--- EXERCISE REQUIREMENTS ---
Check each line of the listing, and copy it if it contains the word "above".

--- GIVEN INFORMATION ---
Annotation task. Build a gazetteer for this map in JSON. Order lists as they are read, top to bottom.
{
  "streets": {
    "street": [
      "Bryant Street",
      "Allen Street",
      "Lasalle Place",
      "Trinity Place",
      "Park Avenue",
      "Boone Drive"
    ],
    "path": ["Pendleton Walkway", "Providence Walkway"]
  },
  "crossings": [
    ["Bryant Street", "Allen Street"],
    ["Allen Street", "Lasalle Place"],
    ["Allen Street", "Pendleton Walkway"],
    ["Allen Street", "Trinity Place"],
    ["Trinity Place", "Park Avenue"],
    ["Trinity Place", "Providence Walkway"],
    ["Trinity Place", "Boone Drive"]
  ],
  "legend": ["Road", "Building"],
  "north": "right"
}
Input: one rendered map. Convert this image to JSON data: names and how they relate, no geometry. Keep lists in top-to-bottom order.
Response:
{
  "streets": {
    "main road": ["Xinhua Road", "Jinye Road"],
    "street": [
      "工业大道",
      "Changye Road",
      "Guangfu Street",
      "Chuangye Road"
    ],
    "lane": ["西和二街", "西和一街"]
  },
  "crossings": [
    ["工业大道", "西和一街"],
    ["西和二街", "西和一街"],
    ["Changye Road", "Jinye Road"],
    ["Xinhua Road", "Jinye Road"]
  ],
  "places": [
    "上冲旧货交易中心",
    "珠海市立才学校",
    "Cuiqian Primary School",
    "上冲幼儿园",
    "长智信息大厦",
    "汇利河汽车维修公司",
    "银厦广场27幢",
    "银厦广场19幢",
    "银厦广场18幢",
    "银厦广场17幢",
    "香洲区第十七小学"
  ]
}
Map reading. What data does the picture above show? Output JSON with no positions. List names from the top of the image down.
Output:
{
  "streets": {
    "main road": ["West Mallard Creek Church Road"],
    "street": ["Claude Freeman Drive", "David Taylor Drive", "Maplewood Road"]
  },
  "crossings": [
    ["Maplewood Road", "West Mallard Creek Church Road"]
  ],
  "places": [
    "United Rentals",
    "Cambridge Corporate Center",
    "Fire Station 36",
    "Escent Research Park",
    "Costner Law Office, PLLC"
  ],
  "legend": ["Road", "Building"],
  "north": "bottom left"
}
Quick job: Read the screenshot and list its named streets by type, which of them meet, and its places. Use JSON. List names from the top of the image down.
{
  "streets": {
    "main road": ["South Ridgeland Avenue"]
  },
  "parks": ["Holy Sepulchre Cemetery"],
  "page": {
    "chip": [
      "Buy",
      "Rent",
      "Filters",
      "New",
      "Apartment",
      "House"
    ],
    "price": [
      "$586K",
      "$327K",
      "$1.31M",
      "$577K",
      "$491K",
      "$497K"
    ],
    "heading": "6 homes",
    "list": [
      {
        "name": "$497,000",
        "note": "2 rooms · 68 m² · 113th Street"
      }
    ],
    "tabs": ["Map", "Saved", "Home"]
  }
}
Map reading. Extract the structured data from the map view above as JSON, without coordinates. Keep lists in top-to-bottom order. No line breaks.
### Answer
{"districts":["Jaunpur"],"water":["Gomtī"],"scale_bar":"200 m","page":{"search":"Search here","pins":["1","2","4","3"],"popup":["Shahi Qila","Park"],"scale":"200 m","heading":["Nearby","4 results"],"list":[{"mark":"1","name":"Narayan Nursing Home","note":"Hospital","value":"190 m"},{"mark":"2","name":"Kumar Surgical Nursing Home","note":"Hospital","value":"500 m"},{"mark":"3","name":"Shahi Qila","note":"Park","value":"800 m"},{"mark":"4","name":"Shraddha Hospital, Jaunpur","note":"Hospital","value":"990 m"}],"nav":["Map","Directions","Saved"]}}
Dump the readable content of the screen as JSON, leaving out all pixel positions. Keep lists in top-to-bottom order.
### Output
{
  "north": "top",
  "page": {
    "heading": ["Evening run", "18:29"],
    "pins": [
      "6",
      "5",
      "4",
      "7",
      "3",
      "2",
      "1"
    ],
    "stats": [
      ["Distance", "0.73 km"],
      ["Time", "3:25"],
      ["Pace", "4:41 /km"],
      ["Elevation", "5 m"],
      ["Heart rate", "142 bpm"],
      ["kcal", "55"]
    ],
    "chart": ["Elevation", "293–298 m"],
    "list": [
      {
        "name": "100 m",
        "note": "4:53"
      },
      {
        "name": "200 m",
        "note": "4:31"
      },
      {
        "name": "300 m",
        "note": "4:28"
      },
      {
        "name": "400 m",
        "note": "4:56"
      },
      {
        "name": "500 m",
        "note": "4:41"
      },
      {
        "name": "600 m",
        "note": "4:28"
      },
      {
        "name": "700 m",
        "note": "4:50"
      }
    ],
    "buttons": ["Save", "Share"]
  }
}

--- RESULT OF THIS EXERCISE ---
Map reading. What data does the picture above show? Output JSON with no positions. List names from the top of the image down.
Map reading. Extract the structured data from the map view above as JSON, without coordinates. Keep lists in top-to-bottom order. No line breaks.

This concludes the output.